Stored data entries -
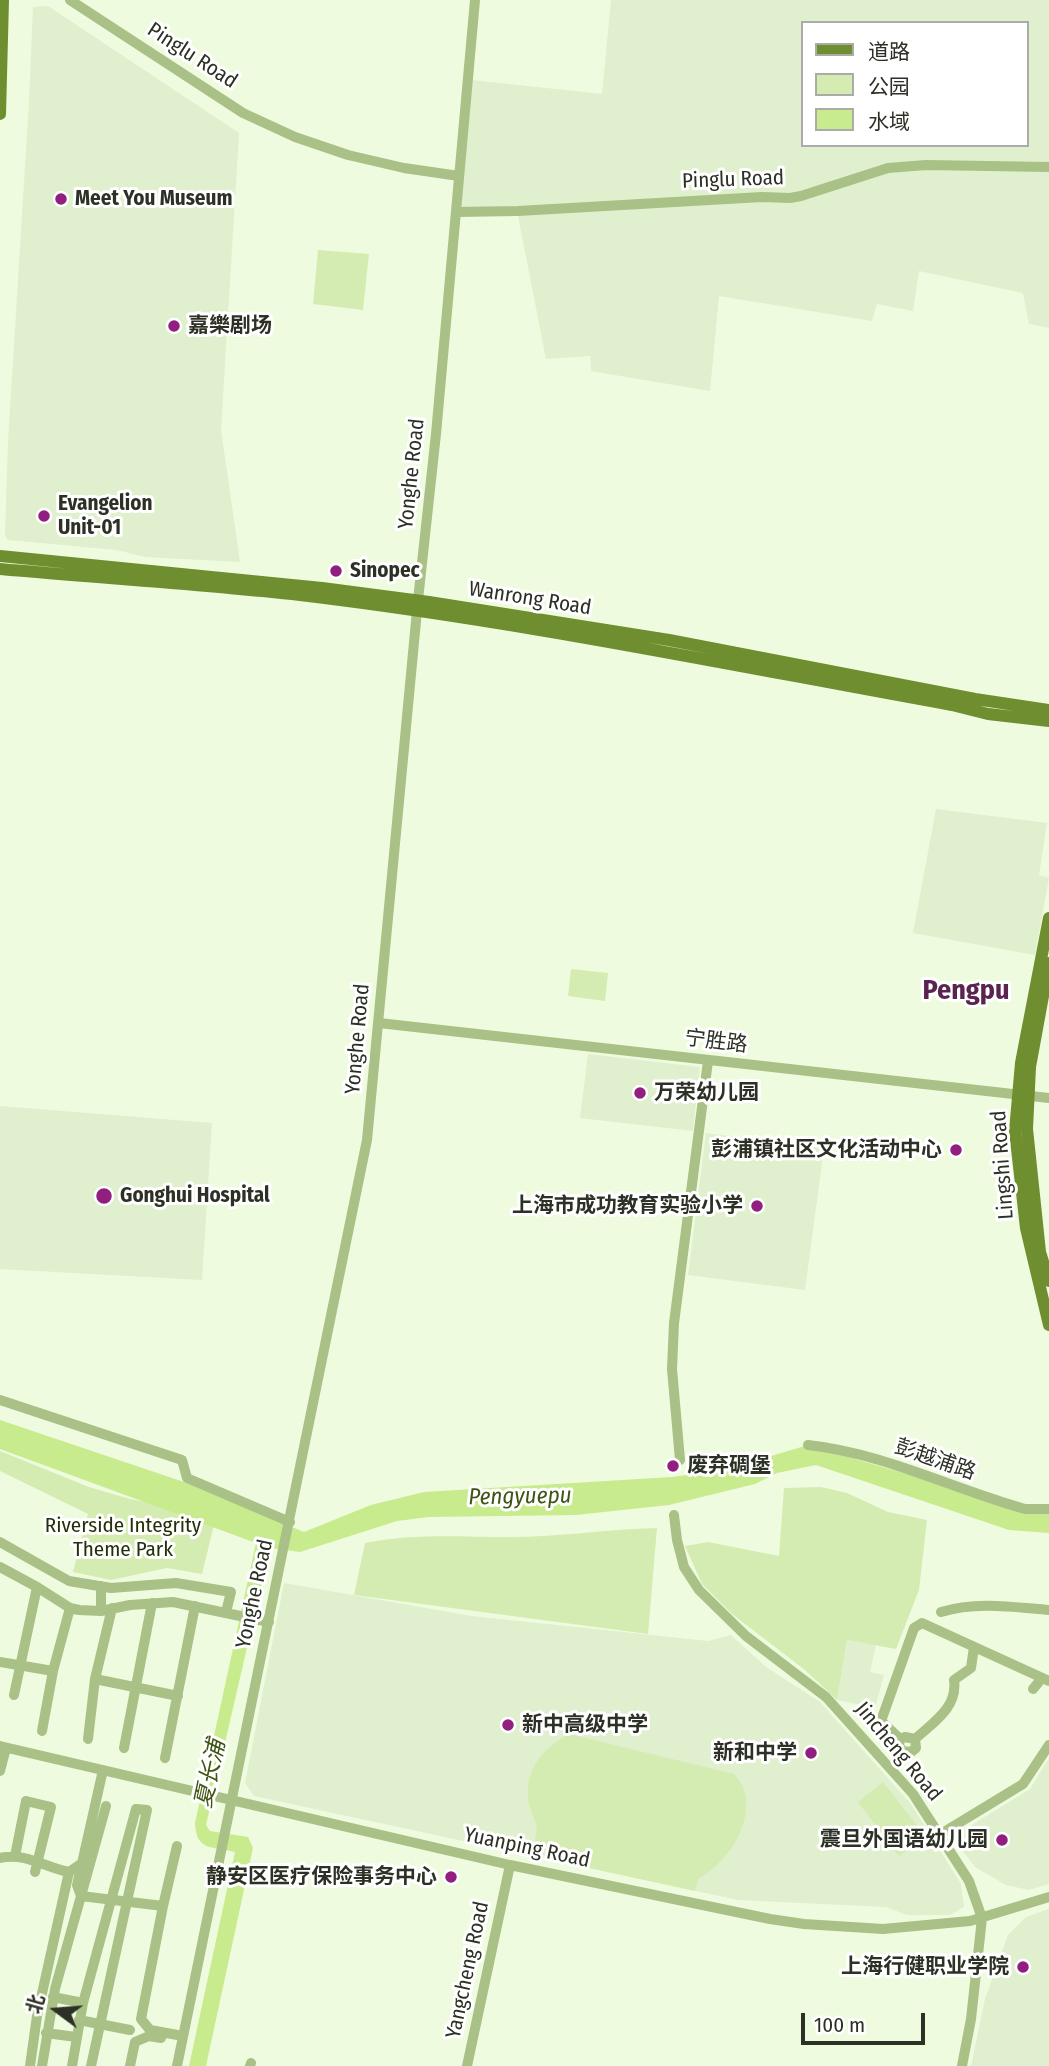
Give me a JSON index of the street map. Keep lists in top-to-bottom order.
{
  "streets": {
    "main road": ["Wanrong Road", "Lingshi Road"],
    "street": [
      "Pinglu Road",
      "Yonghe Road",
      "宁胜路",
      "彭越浦路",
      "Jincheng Road",
      "Yuanping Road",
      "Yangcheng Road"
    ]
  },
  "crossings": [
    ["Pinglu Road", "Yonghe Road"],
    ["Yonghe Road", "Wanrong Road"],
    ["Yonghe Road", "宁胜路"],
    ["Yonghe Road", "Yuanping Road"],
    ["宁胜路", "Lingshi Road"],
    ["Jincheng Road", "Yuanping Road"],
    ["Yuanping Road", "Yangcheng Road"]
  ],
  "districts": ["Pengpu"],
  "water": ["Pengyuepu", "夏长浦"],
  "parks": ["Riverside Integrity Theme Park"],
  "places": [
    "Meet You Museum",
    "嘉樂剧场",
    "Evangelion Unit-01",
    "Sinopec",
    "万荣幼儿园",
    "彭浦镇社区文化活动中心",
    "Gonghui Hospital",
    "上海市成功教育实验小学",
    "废弃碉堡",
    "新中高级中学",
    "新和中学",
    "震旦外国语幼儿园",
    "静安区医疗保险事务中心",
    "上海行健职业学院"
  ],
  "legend": ["道路", "公园", "水域"],
  "scale_bar": "100 m",
  "north": "left"
}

Task - The records above should be written out exactly, and the images dropped.

Result of the task -
Give me a JSON index of the street map. Keep lists in top-to-bottom order.
{
  "streets": {
    "main road": ["Wanrong Road", "Lingshi Road"],
    "street": [
      "Pinglu Road",
      "Yonghe Road",
      "宁胜路",
      "彭越浦路",
      "Jincheng Road",
      "Yuanping Road",
      "Yangcheng Road"
    ]
  },
  "crossings": [
    ["Pinglu Road", "Yonghe Road"],
    ["Yonghe Road", "Wanrong Road"],
    ["Yonghe Road", "宁胜路"],
    ["Yonghe Road", "Yuanping Road"],
    ["宁胜路", "Lingshi Road"],
    ["Jincheng Road", "Yuanping Road"],
    ["Yuanping Road", "Yangcheng Road"]
  ],
  "districts": ["Pengpu"],
  "water": ["Pengyuepu", "夏长浦"],
  "parks": ["Riverside Integrity Theme Park"],
  "places": [
    "Meet You Museum",
    "嘉樂剧场",
    "Evangelion Unit-01",
    "Sinopec",
    "万荣幼儿园",
    "彭浦镇社区文化活动中心",
    "Gonghui Hospital",
    "上海市成功教育实验小学",
    "废弃碉堡",
    "新中高级中学",
    "新和中学",
    "震旦外国语幼儿园",
    "静安区医疗保险事务中心",
    "上海行健职业学院"
  ],
  "legend": ["道路", "公园", "水域"],
  "scale_bar": "100 m",
  "north": "left"
}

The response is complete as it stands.